Yeah, exactly. There's sort of a Pareto, almost by definition, there's some questions that are more common and some that are less common. It often follows a kind of power law. And I see AI kind of marching down that thing, but there's still a pretty long tail. I don't know how long that tail is in different tasks, but for some, as we're discovering with self-driving cars, there's a really long tail of weird cases that are hard for the AI to handle.
Yeah. So switching gears again, what do you think is the most, if we're talking about uncomfortable or like politically unpopular truths about AI and productivity, what are the things that people kind of know but actually don't want to talk about?
Yeah. It's a good question. One that I've been thinking about with Zoe over here is if you do get AI that's really, really powerful, that can do lots of different things, then Friedrich Hayek's lesson that you want to have dispersed information processing, dispersed data, and that therefore you have dispersed power and decision rights, that's been the norm for basically all of history.
And there's a socialist calculation debate that that sort of decentralized decision-making beat centralized decision-making. But in a future system where there are very powerful systems that are bringing all their data to some place in Bentonville, Arkansas, or someplace like that, and they have all the local knowledge all centralized in making decisions, maybe that will be more efficient if you have enough processing power.
And then you've got a world where the good news is you can have way higher efficiency, you can have way higher productivity, you can have UBI that pays everybody, while on the other side of it is the humans wouldn't have a lot of bargaining power. And that's uncomfortable to me. I mean, I'm hoping that Sam will be generous and give us all a share of this benefit. But we won't have a whole lot of leverage over him or Dario or Donald Trump or whoever it is who allocates the UBI. I think it'll be interesting to see whether.

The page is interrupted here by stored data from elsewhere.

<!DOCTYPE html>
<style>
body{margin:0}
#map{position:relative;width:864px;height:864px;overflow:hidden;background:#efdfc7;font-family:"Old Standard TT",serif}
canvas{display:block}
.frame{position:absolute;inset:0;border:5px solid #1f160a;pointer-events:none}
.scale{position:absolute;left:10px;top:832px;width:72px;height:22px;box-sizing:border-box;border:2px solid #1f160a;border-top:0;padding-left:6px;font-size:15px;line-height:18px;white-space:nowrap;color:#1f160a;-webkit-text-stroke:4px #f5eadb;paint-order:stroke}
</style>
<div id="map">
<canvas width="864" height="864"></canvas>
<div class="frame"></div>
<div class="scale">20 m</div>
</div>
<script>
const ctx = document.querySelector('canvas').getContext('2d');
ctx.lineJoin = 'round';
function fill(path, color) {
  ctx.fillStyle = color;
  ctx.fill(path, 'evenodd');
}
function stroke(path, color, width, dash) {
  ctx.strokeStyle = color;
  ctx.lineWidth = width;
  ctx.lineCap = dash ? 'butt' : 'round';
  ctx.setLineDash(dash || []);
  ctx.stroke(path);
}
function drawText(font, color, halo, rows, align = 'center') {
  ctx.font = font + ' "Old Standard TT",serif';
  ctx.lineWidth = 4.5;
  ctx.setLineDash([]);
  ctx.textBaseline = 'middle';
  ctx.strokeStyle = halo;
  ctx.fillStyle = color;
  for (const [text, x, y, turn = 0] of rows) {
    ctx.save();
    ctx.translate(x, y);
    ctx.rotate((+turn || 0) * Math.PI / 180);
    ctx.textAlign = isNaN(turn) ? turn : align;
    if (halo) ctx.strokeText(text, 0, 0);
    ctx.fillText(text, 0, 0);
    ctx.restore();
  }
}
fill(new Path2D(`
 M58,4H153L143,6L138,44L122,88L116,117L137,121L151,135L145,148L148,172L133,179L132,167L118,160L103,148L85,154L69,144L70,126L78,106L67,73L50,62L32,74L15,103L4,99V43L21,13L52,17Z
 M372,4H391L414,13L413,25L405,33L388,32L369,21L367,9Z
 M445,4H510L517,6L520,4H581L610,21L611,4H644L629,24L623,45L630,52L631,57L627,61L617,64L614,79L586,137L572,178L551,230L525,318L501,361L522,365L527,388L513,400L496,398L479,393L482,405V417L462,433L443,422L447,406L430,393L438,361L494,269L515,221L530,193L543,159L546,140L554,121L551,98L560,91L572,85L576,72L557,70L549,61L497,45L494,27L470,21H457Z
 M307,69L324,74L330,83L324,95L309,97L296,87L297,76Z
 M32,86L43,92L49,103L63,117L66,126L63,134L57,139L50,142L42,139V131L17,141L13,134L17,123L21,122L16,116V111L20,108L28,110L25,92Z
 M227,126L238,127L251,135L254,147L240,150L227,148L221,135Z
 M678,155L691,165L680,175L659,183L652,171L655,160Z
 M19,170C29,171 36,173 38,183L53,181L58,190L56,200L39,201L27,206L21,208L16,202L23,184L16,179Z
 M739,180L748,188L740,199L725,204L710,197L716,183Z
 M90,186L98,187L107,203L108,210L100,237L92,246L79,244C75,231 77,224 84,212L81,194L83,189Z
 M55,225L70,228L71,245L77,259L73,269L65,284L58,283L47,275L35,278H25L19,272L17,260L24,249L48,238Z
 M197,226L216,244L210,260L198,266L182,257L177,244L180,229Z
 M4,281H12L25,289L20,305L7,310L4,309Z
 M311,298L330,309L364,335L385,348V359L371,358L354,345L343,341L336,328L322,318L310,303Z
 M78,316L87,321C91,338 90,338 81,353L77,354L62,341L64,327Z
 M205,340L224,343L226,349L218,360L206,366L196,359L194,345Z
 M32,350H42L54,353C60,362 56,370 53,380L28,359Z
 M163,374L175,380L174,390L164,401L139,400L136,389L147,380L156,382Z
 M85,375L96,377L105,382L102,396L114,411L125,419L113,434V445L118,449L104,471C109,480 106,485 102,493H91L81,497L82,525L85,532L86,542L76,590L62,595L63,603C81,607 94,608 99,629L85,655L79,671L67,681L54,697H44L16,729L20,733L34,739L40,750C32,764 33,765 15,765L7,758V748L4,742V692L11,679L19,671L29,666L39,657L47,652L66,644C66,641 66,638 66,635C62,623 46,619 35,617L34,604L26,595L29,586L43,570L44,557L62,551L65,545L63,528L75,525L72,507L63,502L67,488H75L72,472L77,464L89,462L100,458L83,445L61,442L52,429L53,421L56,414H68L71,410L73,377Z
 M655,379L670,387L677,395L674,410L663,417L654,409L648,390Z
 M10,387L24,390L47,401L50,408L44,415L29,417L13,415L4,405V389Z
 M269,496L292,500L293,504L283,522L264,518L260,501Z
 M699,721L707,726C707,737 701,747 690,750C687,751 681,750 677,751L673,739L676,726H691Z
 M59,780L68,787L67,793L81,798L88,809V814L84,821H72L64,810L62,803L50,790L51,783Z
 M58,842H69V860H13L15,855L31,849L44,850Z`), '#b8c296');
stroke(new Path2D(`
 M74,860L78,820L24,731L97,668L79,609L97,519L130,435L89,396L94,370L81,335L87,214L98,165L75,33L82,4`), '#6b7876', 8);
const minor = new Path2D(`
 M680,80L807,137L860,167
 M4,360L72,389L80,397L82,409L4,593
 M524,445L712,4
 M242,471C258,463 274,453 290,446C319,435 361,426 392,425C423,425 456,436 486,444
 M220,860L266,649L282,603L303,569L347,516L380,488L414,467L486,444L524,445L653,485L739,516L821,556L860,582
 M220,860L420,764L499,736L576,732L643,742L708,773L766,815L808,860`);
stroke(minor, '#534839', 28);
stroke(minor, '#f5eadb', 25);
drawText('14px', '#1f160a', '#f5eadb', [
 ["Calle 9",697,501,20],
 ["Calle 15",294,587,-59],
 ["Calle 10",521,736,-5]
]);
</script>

whether the ultimate model, the optimal model, is one central AI system, or whether, like humans, you actually want multiple smart AI systems that collaborate together, brainstorm, collectively can come up with things.

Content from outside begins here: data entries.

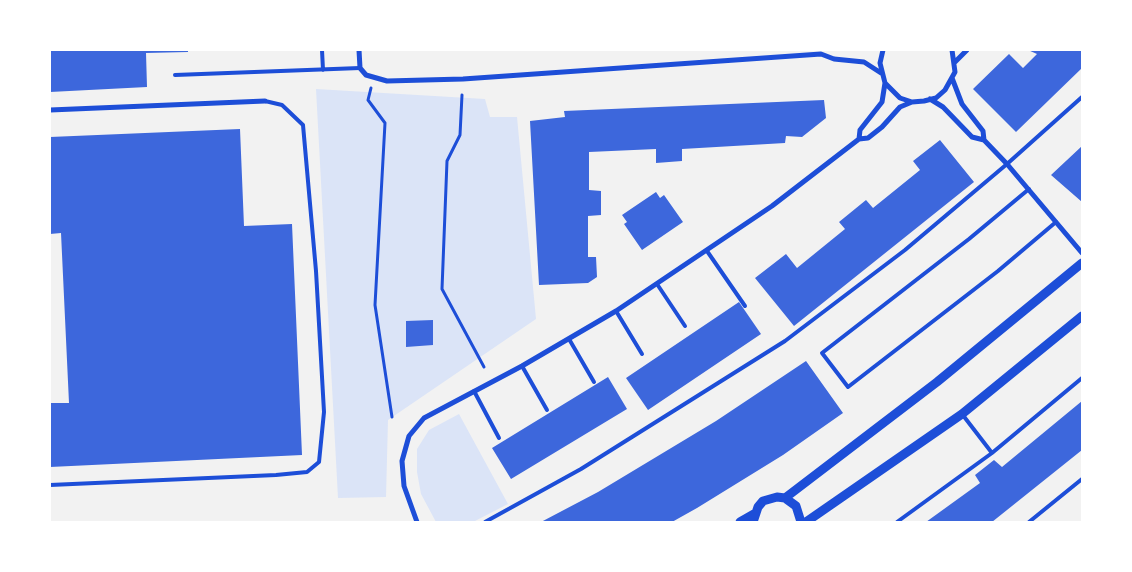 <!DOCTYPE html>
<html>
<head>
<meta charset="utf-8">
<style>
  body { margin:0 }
  #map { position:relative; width:1132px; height:572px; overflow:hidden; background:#f2f2f2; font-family:Roboto,sans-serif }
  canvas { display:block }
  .frame { position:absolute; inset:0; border:51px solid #fff; pointer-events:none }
</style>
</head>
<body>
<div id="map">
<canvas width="1132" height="572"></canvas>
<div class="frame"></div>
</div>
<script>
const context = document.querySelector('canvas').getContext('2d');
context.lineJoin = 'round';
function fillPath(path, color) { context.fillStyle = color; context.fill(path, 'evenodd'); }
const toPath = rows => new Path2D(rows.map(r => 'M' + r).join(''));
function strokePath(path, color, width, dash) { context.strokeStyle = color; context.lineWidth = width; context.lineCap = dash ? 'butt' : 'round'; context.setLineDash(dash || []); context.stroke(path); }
const green = toPath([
  [316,89,485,99,490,117,517,117,536,319,388,420,386,497,338,498],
  [459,414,508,504,473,522,436,522,421,494,417,472,417,449,429,430]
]);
const building = toPath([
  [50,50,188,50,188,52,146,53,147,87,50,92],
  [1028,50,1082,50,1082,68,1016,132,973,89,1009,54,1023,68,1037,54],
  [824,100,826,118,802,137,786,136,785,143,682,149,682,161,656,163,656,149,589,152,589,190,601,191,601,215,588,216,588,257,596,257,597,277,588,283,539,285,530,121,565,117,564,111],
  [240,129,244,226,292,224,302,455,50,467,50,403,69,403,61,233,50,234,50,137],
  [940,140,974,182,794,326,755,278,786,254,797,268,845,229,839,222,866,200,873,208,920,170,913,161],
  [1082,146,1082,202,1051,175],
  [656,192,660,198,664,195,683,222,642,250,624,224,627,222,622,215],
  [739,302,761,334,648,410,626,378],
  [433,320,433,345,406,347,406,321],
  [806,361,843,413,783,455,697,508,672,522,541,522,598,492,716,421],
  [608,377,627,409,511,479,492,448],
  [1082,401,1082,450,992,522,926,522,980,483,975,475,994,460,1002,467]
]);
const path = toPath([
  [371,88,368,100,385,123,375,305,392,417],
  [462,95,460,135,447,161,442,289,484,367]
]);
const service = toPath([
  [322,50,323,70],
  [175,75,360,68],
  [1029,189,969,239,822,353,848,387,998,271,1056,222],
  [707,251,745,306],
  [657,284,685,326],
  [616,311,642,354],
  [569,339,594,382],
  [522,366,547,410],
  [474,391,499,438],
  [962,414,992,453],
  [50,485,276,475,307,472,319,462,324,412,316,271,303,125,282,105,265,101],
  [485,522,581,469,785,341,905,250,1007,164,1082,97],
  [897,522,992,453,1082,378],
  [1029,522,1082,479]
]);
const minor = toPath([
  [359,50,360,68,366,75,387,81,463,79,821,54,834,59,864,62,881,73],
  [883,50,880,63,885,83,900,98,912,102,924,101,936,98,945,90,955,72,952,50],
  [955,62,967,50],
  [952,78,962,104,983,131,984,140],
  [930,99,943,107,972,137,984,140,1007,164,1082,253],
  [50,110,265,101],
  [859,139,860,130,882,102,885,83],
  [417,522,404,486,402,461,409,436,424,418,522,366,616,311,772,206,859,139,868,138,882,127,900,107,912,102]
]);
const tertiary = toPath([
  [785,498,937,382,1082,263],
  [740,522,754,514],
  [753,522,758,507,763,501,777,497,785,498,796,506,801,522],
  [806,522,962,414,1082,316]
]);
fillPath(green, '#dbe4f7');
fillPath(building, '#3d67dc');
strokePath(path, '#1d4ed8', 3);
strokePath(service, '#1d4ed8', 4);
strokePath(minor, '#1d4ed8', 5);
strokePath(tertiary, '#1d4ed8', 9);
</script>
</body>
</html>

Can I ask you a question? Yeah, go for it. Because, especially with DeepSeek coming out recently, I mean, it does kind of give me some hope that maybe the gradient is pretty flat, that you could have a pretty small model with many or most of the capabilities of the really big models, and that maybe it won't all, sort of the scaling laws won't drive everything, and that, in fact, relatively small models work. I mean, what are you seeing in terms of the cost and the demand for a model that's a little off the frontier versus one that's right at the frontier?
Are you glad to say that?
Yeah, yeah. Sam said, I think, a few weeks ago, if you look at the cost for a particular level of intelligence, suitably defined, it's coming down by a factor of 10 every year at the rate that we're going. And, you know, you think about Moore's Law, that was twice the number of transistors on a chip every 18 months. This is 10x a decrease in cost every year. So it's a much, much steeper exponential, which is pretty amazing. So we're, obviously, the models are getting smarter at a rapid clip, so they're getting smarter and they're getting cheaper.

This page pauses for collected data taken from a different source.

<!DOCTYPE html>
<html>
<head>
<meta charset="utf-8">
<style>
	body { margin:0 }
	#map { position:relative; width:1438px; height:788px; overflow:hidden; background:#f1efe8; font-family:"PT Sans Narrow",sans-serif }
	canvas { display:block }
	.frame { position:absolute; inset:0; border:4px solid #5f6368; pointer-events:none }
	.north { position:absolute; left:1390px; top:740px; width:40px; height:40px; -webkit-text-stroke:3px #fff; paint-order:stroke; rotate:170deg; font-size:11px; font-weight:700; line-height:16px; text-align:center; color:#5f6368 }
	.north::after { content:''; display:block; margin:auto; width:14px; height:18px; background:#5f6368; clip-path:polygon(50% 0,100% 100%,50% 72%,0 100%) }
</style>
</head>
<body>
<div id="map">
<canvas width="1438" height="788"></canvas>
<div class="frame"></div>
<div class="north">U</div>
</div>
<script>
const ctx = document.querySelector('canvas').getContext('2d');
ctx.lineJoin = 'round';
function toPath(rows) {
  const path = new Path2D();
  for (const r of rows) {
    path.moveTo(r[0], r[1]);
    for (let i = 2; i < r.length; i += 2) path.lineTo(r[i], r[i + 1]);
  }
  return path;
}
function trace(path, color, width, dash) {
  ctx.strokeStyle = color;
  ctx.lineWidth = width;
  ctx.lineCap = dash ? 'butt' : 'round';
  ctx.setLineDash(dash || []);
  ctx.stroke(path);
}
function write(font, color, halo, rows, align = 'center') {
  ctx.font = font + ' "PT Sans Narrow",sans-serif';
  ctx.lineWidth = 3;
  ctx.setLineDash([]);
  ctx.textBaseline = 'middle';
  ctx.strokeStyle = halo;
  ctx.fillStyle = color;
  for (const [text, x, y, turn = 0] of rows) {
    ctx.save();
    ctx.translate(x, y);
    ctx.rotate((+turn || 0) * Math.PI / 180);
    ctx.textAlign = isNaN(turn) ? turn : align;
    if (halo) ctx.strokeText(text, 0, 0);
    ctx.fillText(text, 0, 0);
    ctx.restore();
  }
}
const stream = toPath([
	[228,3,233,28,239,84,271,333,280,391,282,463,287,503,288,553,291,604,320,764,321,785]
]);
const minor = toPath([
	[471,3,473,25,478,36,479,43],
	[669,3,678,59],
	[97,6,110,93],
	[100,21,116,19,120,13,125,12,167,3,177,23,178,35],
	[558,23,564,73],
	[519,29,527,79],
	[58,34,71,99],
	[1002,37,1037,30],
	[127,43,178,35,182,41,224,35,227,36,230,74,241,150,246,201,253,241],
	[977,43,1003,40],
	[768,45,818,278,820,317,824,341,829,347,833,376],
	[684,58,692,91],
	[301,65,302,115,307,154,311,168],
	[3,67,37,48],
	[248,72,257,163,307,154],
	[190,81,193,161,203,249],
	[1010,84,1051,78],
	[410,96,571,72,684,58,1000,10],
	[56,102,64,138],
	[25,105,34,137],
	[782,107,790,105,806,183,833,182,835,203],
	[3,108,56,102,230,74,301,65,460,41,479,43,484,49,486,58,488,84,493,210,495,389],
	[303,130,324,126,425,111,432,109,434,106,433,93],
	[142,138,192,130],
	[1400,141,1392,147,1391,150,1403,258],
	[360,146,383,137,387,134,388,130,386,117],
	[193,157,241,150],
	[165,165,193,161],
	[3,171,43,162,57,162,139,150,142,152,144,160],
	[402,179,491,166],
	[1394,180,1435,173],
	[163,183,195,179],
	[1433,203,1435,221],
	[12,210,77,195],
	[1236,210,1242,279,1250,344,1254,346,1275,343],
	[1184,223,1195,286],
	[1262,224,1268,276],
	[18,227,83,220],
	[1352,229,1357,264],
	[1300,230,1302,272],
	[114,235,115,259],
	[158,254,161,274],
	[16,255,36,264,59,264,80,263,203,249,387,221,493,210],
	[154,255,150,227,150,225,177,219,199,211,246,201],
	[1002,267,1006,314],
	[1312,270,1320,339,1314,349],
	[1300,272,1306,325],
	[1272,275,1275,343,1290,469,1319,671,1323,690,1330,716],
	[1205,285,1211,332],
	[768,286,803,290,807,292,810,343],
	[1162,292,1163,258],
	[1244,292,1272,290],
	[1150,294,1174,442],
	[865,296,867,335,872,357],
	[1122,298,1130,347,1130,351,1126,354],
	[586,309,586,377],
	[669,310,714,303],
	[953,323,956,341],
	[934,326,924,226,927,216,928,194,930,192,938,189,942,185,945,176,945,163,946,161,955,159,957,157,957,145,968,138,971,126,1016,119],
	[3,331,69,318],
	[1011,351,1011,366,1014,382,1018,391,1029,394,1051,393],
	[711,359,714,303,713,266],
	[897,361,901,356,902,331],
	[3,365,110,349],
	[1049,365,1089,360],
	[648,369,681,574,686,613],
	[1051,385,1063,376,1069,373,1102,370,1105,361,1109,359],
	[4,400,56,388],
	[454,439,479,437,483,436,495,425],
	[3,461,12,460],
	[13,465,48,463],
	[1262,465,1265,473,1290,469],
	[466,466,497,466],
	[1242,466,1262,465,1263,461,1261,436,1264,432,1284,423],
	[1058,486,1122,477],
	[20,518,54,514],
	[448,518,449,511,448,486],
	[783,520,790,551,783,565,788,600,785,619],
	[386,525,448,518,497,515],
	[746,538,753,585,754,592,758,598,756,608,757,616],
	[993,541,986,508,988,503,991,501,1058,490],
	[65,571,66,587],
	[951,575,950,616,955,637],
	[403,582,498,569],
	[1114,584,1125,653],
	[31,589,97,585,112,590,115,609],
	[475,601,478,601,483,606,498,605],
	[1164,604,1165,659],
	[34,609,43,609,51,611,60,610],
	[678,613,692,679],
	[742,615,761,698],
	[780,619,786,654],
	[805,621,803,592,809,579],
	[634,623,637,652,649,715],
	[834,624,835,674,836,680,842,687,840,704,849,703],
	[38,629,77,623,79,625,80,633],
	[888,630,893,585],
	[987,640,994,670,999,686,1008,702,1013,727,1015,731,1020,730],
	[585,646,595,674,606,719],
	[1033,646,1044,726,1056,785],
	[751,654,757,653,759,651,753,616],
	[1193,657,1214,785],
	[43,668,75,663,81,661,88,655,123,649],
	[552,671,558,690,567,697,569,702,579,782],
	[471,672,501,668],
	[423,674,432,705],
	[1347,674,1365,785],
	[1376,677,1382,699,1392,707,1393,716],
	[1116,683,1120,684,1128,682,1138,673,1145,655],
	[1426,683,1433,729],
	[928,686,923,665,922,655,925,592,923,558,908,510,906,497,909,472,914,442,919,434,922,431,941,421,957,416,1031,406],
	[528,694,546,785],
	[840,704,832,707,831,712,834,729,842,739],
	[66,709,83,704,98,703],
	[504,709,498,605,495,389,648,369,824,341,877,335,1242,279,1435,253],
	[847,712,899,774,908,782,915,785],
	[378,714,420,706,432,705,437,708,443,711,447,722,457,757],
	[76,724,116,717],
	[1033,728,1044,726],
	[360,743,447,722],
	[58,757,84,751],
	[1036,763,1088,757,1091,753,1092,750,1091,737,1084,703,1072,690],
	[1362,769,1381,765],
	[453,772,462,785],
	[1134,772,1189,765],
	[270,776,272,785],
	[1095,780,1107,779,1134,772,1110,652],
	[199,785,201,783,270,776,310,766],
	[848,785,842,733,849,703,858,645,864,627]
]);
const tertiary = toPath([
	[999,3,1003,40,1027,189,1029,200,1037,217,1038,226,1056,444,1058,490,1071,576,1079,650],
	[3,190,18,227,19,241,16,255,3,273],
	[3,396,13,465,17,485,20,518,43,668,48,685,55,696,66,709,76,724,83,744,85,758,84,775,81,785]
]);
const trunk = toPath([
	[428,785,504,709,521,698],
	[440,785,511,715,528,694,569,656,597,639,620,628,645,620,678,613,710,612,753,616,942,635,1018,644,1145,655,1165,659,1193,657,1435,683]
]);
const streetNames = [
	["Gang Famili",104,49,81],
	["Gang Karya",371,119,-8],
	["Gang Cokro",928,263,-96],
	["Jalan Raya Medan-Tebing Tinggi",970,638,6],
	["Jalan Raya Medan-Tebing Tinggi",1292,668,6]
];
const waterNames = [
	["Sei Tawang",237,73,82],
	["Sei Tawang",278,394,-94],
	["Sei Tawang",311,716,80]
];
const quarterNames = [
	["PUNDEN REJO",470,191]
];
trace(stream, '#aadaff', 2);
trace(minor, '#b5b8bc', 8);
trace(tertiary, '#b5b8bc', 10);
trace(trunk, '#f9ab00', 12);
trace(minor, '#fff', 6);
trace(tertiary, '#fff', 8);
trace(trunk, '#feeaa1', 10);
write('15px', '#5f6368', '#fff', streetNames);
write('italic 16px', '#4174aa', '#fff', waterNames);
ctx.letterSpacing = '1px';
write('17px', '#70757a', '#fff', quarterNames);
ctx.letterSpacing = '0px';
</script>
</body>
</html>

But if you hold intelligence constant, they're getting dramatically cheaper. So that means you can squeeze more and more into small models, and I think that's gonna be a powerful trend that will continue.
And I think it doesn't mean that you don't want tons and tons of compute, because people are going to want the smartest models possible, especially as these models start doing more for us in the real world. You're not gonna wanna use the thing that's like 80% as good, because it's gonna actually be doing things that matter. And so you're gonna want the best model possible. So you've got both of those trends happening.
I think that's really interesting, and to some extent, it's an empirical question how that's gonna shake out and what the ecosystem will look like, how many people will want that very frontier model. I imagine the Department of Defense or somebody doing frontier scientific research or whatever, getting that last bit, or someone gave the example of the solar panels, that you want the really best model. But if you're running your grocery and you need to organize the shelves better, maybe you don't need hyper Einstein.
I mean, we see that internally. We use a variety of models of different sizes internally to do different things. Sometimes you have a very simple question that you just need to have the model go over again and again and again, and you want it to be cheap and fast, and other times you need the model to have a sufficient amount of generality and reasoning, and you're okay with it taking a little longer, but you want better performance. So it is across the board, and you wanna use the right model for the right job. So we just have a few more minutes. Maybe we open it up to questions.
You brought up the idea of the alternative between the high X system of where, which your markets and preferences make the choices, versus where we have one system that understands all those preferences. But I'd say the biggest argument against the latter is that you need some panopticon to know what we're all gonna want, and the moment you make a choice or whatever, that our preferences are going to shift. So how much do you buy into that?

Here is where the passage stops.